Background Programmed death-1 (PD-1)/programmed death-ligand 1 (PD-L1) inhibitor monotherapy has been approved as second-line or later therapy in advanced non-small-cell lung cancer (NSCLC). The study aimed to compare the clinical outcomes of PD-1 inhibitor plus chemotherapy with PD-1/PD-L1 inhibitor monotherapy as second-line or later therapy in advanced NSCLC. Methods The clinical data of patients with advanced NSCLC who received PD-1/PD-L1 inhibitors as second-line or later line therapy was retrospectively collected. Patients were assigned to one of the two groups according to the therapeutic modality used: PD-1/PD-L1 inhibitor monotherapy group or PD-1 inhibitor plus chemotherapy combination therapy group. Disease control rate (DCR), progression-free survival (PFS), and overall survival (OS) were evaluated between the two groups. The prognostic effect of the derived neutrophil-to-lymphocyte ratio (dNLR) and lactate dehydrogenase (LDH) on the outcomes was also evaluated. Results From April 2017 to October 2019, a total of 84 patients were enrolled in the current study. Twenty-six patients (PD-1 inhibitor,n= 25; PD-L1 inhibitor,n= 1) received PD-1/PD-L1 inhibitor monotherapy, and fifty-eight patients received PD-1 inhibitor plus chemotherapy. The chemotherapy regimens used were as follows: liposome paclitaxel (n= 15); nab-paclitaxel (n= 12); docetaxel (n= 9); pemetrexed (n= 6); and others (n= 16).

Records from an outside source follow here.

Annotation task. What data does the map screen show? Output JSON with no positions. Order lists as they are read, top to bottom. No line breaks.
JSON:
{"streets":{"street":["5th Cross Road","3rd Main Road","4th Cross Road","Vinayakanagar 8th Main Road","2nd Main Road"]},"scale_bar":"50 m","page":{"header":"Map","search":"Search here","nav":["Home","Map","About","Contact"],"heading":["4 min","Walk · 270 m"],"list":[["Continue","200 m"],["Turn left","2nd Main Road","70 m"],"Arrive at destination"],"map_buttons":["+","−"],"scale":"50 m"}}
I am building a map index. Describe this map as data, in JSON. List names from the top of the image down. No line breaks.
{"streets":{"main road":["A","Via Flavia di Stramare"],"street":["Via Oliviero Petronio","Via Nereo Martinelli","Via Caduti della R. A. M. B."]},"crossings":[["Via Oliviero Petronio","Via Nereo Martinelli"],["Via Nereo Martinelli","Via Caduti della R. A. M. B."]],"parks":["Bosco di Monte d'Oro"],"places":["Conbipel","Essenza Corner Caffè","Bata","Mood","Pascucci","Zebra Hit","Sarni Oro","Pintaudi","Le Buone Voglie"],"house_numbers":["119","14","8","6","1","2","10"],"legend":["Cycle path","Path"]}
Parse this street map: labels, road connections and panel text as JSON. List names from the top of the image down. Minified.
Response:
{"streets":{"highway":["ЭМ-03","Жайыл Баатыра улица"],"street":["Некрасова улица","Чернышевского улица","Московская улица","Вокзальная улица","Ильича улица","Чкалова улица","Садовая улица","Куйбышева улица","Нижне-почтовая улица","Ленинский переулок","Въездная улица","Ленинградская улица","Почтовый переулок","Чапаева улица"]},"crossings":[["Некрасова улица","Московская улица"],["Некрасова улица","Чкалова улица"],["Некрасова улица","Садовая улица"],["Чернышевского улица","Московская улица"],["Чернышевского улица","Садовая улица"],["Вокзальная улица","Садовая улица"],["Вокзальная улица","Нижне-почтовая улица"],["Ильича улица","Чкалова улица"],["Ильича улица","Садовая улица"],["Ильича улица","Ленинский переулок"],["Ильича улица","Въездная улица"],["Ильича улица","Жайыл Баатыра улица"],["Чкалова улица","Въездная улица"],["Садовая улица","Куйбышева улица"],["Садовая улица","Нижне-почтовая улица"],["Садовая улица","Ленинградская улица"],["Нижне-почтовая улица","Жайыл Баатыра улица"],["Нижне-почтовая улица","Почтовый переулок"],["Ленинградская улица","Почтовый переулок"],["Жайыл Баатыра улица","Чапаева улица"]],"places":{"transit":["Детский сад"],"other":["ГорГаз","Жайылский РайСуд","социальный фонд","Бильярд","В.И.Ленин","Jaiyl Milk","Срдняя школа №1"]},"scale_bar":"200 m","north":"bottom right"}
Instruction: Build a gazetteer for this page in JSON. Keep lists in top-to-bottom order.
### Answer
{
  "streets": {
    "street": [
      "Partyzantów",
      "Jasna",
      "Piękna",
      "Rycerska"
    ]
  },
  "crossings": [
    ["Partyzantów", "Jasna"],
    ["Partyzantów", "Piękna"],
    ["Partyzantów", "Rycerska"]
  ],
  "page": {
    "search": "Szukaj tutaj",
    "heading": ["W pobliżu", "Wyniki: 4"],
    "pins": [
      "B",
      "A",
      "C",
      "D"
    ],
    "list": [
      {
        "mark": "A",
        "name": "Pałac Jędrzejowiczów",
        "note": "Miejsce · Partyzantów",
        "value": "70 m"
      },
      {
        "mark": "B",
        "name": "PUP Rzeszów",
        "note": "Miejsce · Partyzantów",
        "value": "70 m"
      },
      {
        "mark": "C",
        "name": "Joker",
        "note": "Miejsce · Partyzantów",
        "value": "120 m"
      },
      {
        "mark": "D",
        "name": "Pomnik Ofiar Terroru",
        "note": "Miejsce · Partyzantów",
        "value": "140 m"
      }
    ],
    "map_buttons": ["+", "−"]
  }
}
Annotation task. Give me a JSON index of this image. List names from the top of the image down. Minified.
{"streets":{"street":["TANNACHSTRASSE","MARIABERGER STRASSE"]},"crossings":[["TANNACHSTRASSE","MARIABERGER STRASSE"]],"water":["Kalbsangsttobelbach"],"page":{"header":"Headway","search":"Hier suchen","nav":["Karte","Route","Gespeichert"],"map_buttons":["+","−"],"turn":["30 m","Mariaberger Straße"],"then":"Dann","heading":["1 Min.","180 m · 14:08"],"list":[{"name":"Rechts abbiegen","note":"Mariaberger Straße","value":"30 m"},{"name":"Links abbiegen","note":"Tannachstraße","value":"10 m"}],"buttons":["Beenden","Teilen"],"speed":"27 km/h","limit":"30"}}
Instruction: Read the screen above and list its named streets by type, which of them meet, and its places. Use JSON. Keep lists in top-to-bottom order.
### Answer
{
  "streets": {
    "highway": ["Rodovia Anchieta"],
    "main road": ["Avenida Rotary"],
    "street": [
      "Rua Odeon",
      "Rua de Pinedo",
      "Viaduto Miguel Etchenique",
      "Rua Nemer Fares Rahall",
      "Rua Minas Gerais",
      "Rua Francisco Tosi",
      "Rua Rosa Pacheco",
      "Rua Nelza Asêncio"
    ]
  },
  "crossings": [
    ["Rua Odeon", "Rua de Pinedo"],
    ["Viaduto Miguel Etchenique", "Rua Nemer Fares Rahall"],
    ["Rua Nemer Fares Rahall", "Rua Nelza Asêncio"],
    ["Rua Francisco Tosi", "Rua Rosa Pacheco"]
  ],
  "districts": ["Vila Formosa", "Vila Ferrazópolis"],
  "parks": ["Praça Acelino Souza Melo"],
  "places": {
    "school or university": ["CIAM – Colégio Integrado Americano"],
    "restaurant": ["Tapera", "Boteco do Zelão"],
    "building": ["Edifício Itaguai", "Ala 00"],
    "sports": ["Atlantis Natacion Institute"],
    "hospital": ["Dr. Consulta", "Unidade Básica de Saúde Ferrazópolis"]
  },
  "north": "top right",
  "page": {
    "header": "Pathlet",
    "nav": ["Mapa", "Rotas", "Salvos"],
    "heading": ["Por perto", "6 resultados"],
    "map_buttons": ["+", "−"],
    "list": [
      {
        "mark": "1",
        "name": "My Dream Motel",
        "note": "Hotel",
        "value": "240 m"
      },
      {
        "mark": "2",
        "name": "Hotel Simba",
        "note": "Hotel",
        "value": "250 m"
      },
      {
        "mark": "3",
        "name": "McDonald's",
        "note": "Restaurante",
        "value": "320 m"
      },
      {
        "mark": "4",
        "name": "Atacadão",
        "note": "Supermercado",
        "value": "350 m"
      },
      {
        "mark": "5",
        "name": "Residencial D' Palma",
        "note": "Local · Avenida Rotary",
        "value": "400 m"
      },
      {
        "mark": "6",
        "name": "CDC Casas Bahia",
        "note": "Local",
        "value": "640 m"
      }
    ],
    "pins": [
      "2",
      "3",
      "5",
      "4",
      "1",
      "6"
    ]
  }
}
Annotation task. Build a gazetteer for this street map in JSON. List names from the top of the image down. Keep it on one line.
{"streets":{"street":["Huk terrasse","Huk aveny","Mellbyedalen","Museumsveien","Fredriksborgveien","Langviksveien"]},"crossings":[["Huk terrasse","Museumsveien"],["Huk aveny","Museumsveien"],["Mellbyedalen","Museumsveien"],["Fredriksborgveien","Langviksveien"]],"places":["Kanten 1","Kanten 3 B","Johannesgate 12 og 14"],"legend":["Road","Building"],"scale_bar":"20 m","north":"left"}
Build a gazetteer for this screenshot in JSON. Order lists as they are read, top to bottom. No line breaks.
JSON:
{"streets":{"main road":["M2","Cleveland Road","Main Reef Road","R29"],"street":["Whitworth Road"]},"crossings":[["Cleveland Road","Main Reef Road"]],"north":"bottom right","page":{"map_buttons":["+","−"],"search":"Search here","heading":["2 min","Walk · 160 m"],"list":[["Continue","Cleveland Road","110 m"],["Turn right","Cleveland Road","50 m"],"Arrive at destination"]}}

The DCR and OS were not significantly different between the two groups. The PFS of the monotherapy group was longer than that of the combination therapy group (mPFS: 9.6 vs. 4.6 months,P= 0.01). Univariate and multivariate analyses suggested that LDH and sex were independent prognostic factors of PFS. In the second-line therapy subgroup of 38 patients, OS and PFS were not significantly different between the two groups. In the subgroup of 46 patients treated beyond the 2nd line, the monotherapy group had a longer PFS (mPFS: 9.6 vs. 4.2 months,P= 0.01). The incidence of any-grade adverse events was not significantly different between the monotherapy group and the combination therapy group (19.2 vs. 18.9%,P= 1.000). One patient in the PD-1 inhibitor plus chemotherapy group died of immune-related pneumonitis. Conclusion The clinical outcomes of PD-1 inhibitor plus chemotherapy as second-line or later therapy were similar to those of PD-1/PD-L1 inhibitor alone in advanced NSCLC.